Du «Plan REVA ou Retour Vers l’Agriculture», lancé en 2006, au Programme «Tekki Fii» («Réussir ici», en Wolof), initié depuis mai 2017, en passant par la Grande offensive pour la nourriture et l'abondance (GOANA, avril 2008) et la Délégation générale à l’entreprenariat rapide des femmes et des jeunes (DER-FJ) et les nombreux agences, projets et programmes d’emplois et de financement de jeunes déroulés par l’Etat, et l’approche sécuritaire avec l’appui du FRONTEX à la Marine et les efforts de la Gendarmeries et autres Forces de défense et de sécurité, rien ne semble arrêter les jeunes candidats à l’«aventure» périlleux vers l’«Eldorado» européen. Au contraire, l’émigration irrégulière est un phénomène qui continue, en dépit des réponses étatiques. Depuis des années, une politique migratoire, qui peine toujours à être mise en œuvre, est engagée. Les jeunes continuent de mourir en mer ou dans le désert du Sahara ou frontières des Etats maghrébins de transit. Les différents accords de partenariat entre le Sénégal et les pays de l’Union européenne (UE) n’ont pu endiguer le phénomène. Les deux parties ont beaucoup misé sur l’approche sécuritaire et la surveillance, sans que celle-ci parvienne à en constituer un frein définitif.

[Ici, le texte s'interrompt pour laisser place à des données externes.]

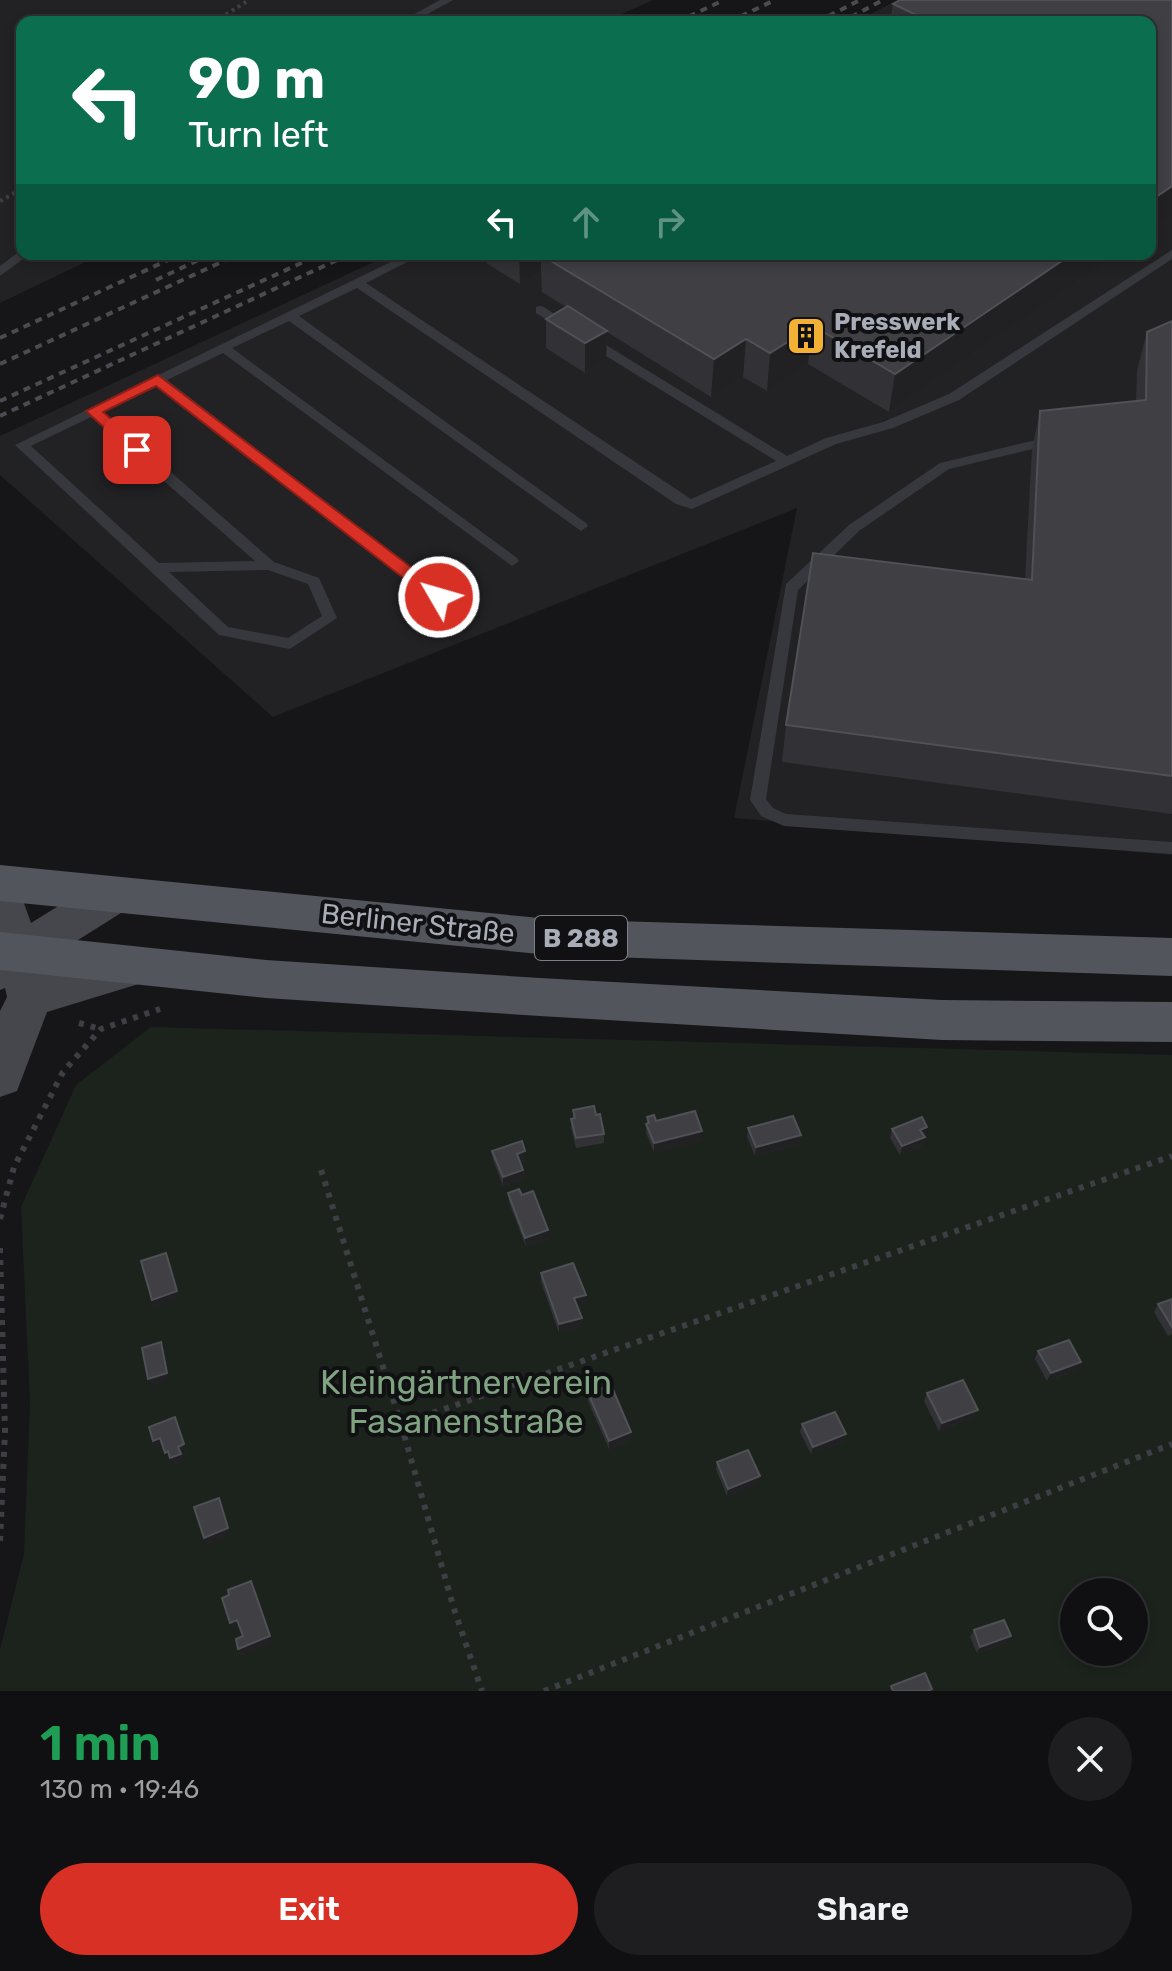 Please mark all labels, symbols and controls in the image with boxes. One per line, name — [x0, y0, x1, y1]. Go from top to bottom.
text: 90 m — [188, 46, 325, 112]
icon: left — [56, 48, 160, 152]
text: Turn left — [188, 113, 329, 156]
icon: left — [480, 200, 524, 244]
icon: ahead — [564, 200, 608, 244]
icon: right — [648, 200, 692, 244]
place label: Presswerk Krefeld — [834, 308, 960, 364]
building icon: Presswerk Krefeld — [785, 315, 827, 357]
pin — [103, 416, 171, 484]
icon: arrive — [115, 428, 159, 472]
position arrow — [397, 555, 481, 639]
street label: Berliner Straße — [319, 897, 516, 950]
road number: B 288 — [535, 916, 627, 960]
park label: Kleingärtnerverein Fasanenstraße — [320, 1362, 612, 1442]
map controls — [1060, 1578, 1148, 1666]
button: search — [1060, 1578, 1148, 1666]
text: 1 min — [40, 1715, 161, 1772]
button: close — [1048, 1717, 1132, 1801]
text: 130 m · 19:46 — [40, 1774, 199, 1805]
button: Exit — [40, 1863, 578, 1955]
button: Share — [594, 1863, 1132, 1955] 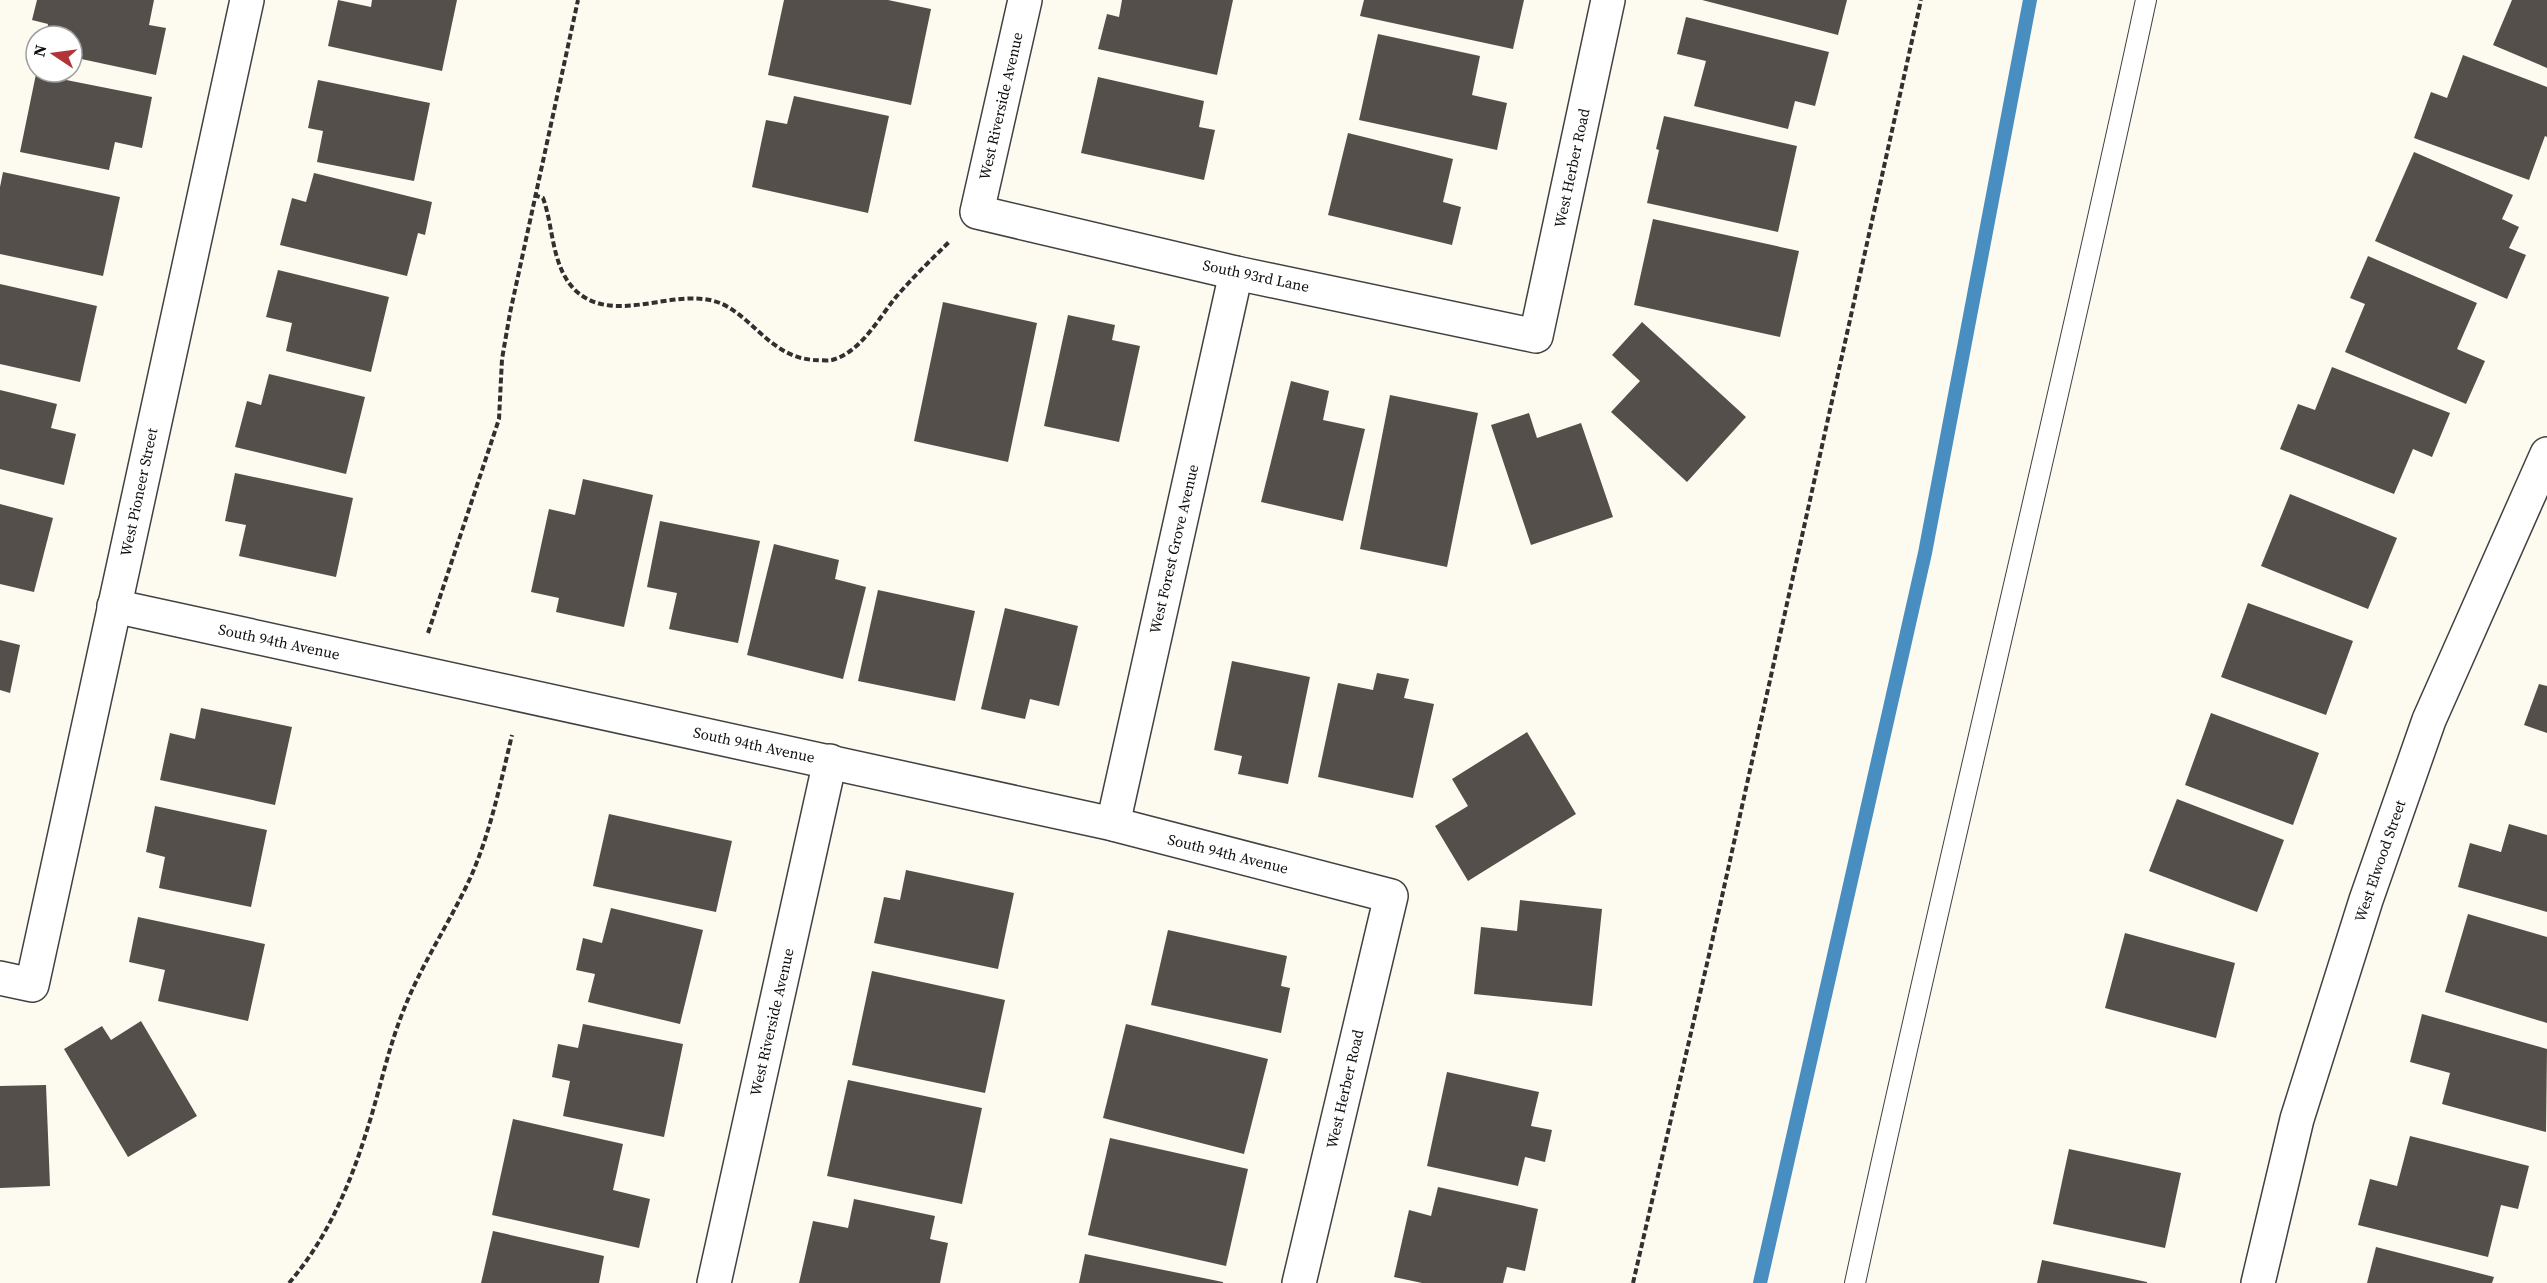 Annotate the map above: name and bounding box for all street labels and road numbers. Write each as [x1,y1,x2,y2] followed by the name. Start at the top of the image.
[973,30,1028,182] street label: West Riverside Avenue
[1549,106,1595,229] street label: West Herber Road
[1201,254,1312,297] street label: South 93rd Lane
[115,426,162,558] street label: West Pioneer Street
[1144,462,1203,636] street label: West Forest Grove Avenue
[217,618,342,665] street label: South 94th Avenue
[692,721,817,768] street label: South 94th Avenue
[2349,797,2410,925] street label: West Elwood Street
[1166,828,1291,879] street label: South 94th Avenue
[744,946,799,1098] street label: West Riverside Avenue
[1321,1027,1369,1150] street label: West Herber Road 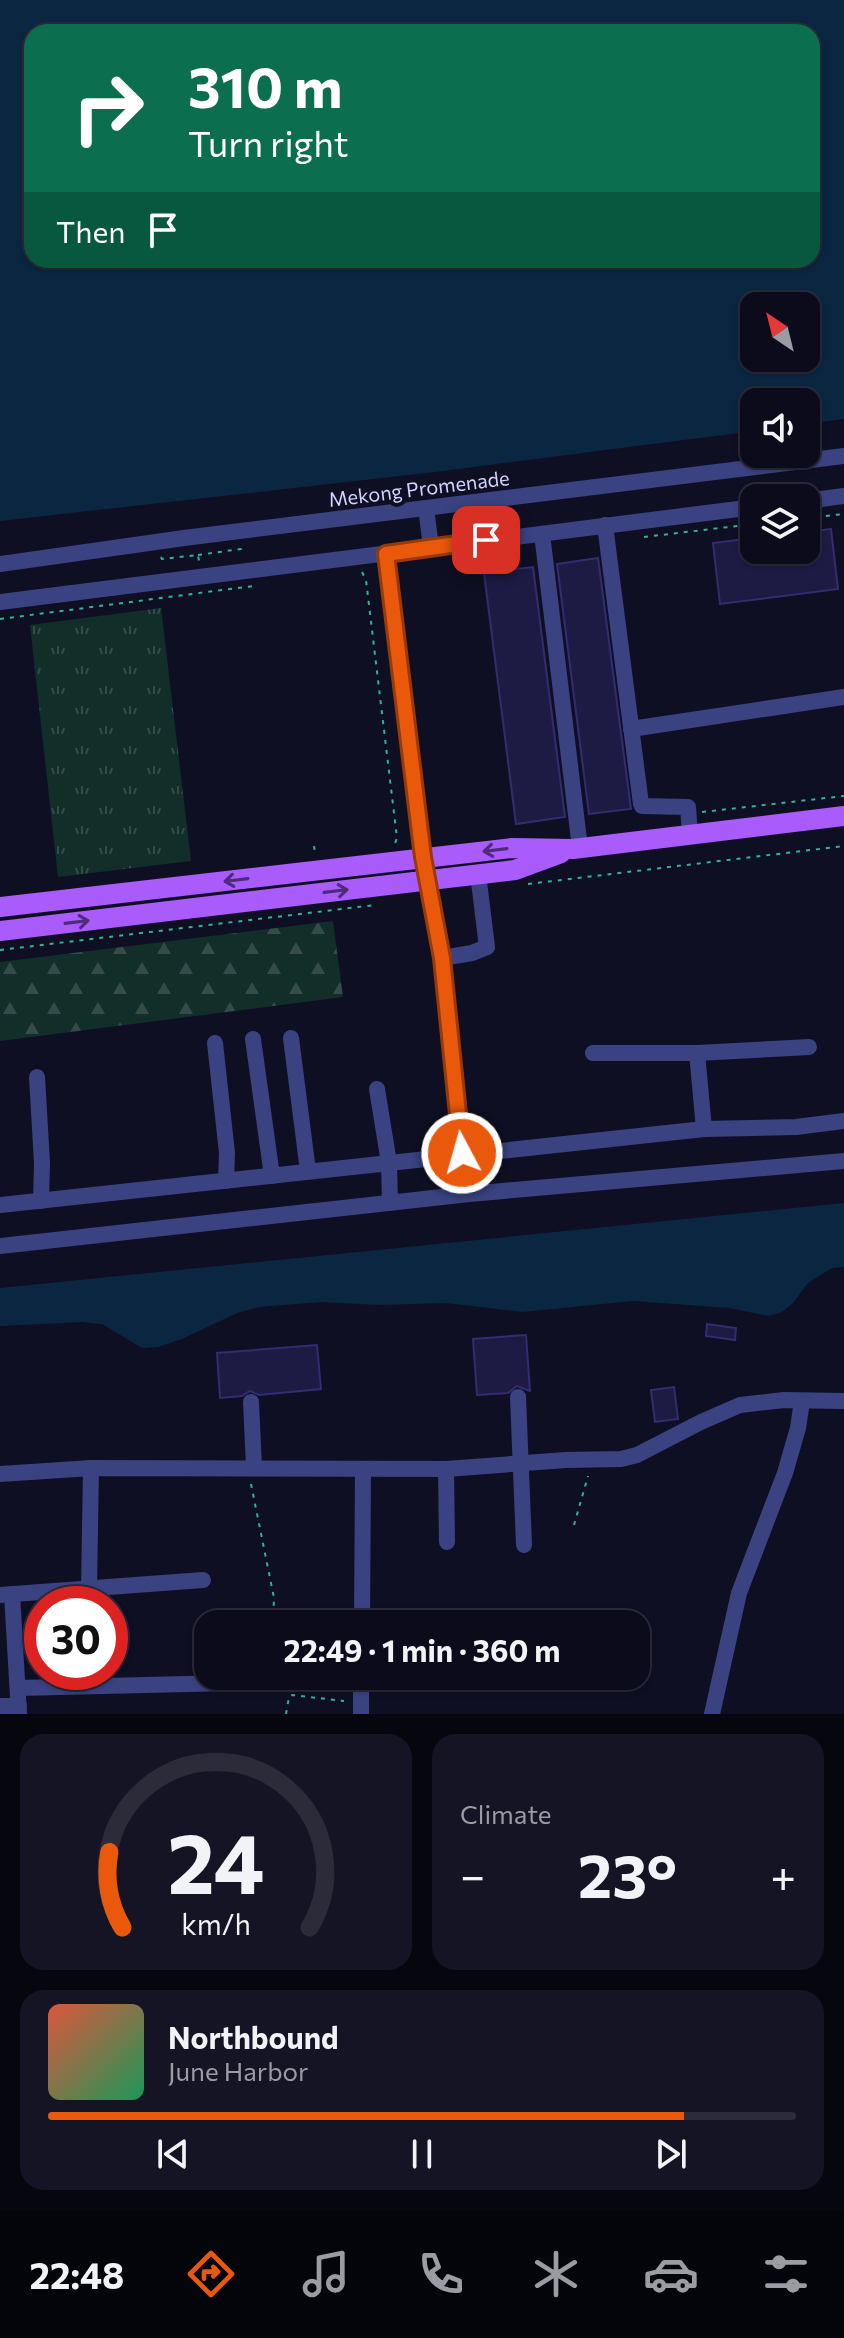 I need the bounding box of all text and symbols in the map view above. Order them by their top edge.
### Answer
text: 310 m [188,51,343,120]
icon: right [56,56,160,160]
text: Turn right [188,120,349,164]
icon: arrive [141,208,185,252]
text: Then [56,212,125,249]
north arrow [740,292,820,372]
map controls [740,292,820,564]
button: sound [740,388,820,468]
street label: Mekong Promenade [327,465,511,511]
button: layers [740,484,820,564]
pin [452,506,520,574]
icon: arrive [464,518,508,562]
one-way arrow [482,842,509,857]
one-way arrow [224,872,250,887]
one-way arrow [322,884,349,899]
one-way arrow [64,914,90,929]
position arrow [420,1111,504,1195]
speed limit sign: 30 [24,1586,128,1690]
text: 22:49 · 1 min · 360 m [284,1631,560,1668]
text: Climate [460,1798,552,1829]
text: 24 [167,1809,265,1911]
text: 23° [578,1837,677,1910]
text: − [460,1847,485,1901]
text: + [770,1847,796,1901]
text: km/h [181,1906,251,1941]
text: Northbound [168,2018,339,2055]
text: June Harbor [168,2055,308,2086]
icon: previous [151,2132,195,2176]
icon: pause [400,2132,444,2176]
icon: next [649,2132,693,2176]
icon: directions [183,2246,239,2302]
icon: music [298,2246,354,2302]
icon: phone [413,2246,469,2302]
icon: climate [528,2246,584,2302]
icon: car [643,2246,699,2302]
icon: filters [758,2246,814,2302]
text: 22:48 [30,2252,124,2296] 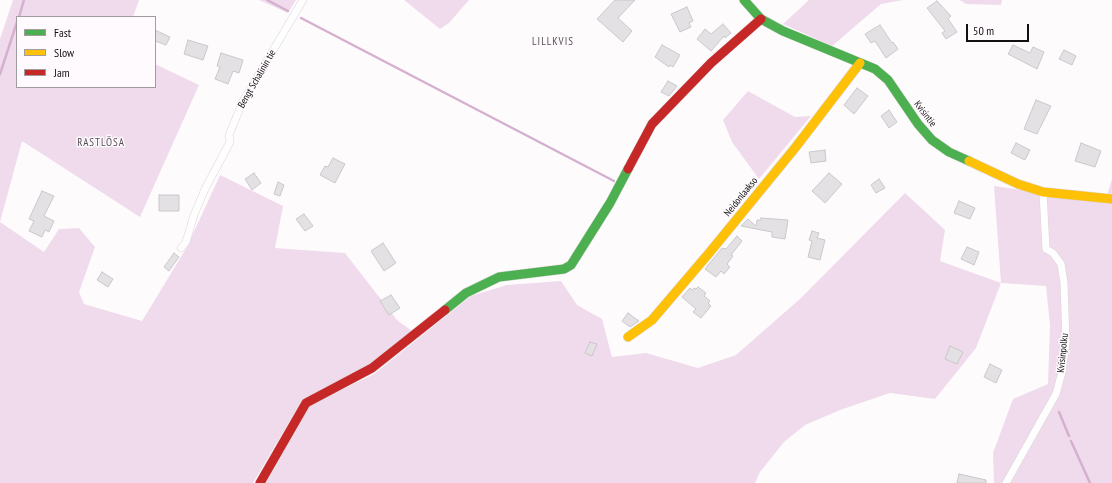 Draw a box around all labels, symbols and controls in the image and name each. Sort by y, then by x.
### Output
legend [16,16,156,88]
scale bar [968,16,1031,42]
text: 50 m [973,23,994,38]
text: Fast [54,25,71,40]
district label: LILLKVIS [532,35,574,49]
text: Slow [54,45,74,60]
street label: Bengt Schalinin tie [235,48,279,110]
text: Jam [54,65,70,80]
street label: Kvisintie [911,99,939,129]
district label: RASTLÖSA [77,136,125,150]
street label: Neidonlaakso [722,175,760,219]
street label: Kvisinpolku [1055,333,1071,373]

L’AGENCE FRONTEX SUBMERGEE…
En effet, l’Agence européenne de garde-frontières et de garde-côtes (FRONTEX), créée en 2004, pour aider les États membres de l’UE et les pays associés à l’espace Schengen à protéger les frontières extérieures de l’espace de libre circulation de l’UE se heurte à beaucoup de difficultés. En 2021, la Cour des comptes Européennes a produit un rapport montrant que le FRONTEX peine à réaliser les ambitions de l’UE. «D'une manière générale, nous avons constaté́ que le soutien apporté par FRONTEX aux États membres de l'UE/pays associés àl'espace Schengen dans la lutte contre l'immigration illégale et la criminalité́ transfrontalière n'était pas suffisamment efficace». Début 2022, l’Union européenne a proposé à se déployer sur les côtes sénégalaises. La volonté collaborative du président Macky Sall s’est heurtée à l’opposition de la société civile. N’empêche, le Sénégal a déployé des Forces de sécurité qui n’ont autre objectif que de déjouer les velléités des candidatures à l’émigration irrégulière. L’appui de l’Europe est chanté lors de rencontre sur l’émigration. En plus de la répression, le Sénégal mène la lutte à travers la création d’activités génératrices de revenus comme l’agriculture. Depuis le régime du président Abdoulaye Wade, on note la mise en place de politiques de stabilisation des jeunes à travers un retour vers les champs. C’est ainsi que, pour contrer le phénomène des pirogues utilisées pour regagner les côtes de l’Europe, appelé «Barça wala Barsakh», et compenser l’accord de rapatriement de migrants irréguliers conclu entre le Sénégal et l’Espagne, deux événements qui avaient suscité émotion, indignation et colère de plus d’un en 2005-2006, l’ancien président de la République, Me Abdoulaye Wade, avait lancé, en 2006, le «Plan REVA ou Retour Vers l’Agriculture». Pour fixer les jeunes dans les terroirs.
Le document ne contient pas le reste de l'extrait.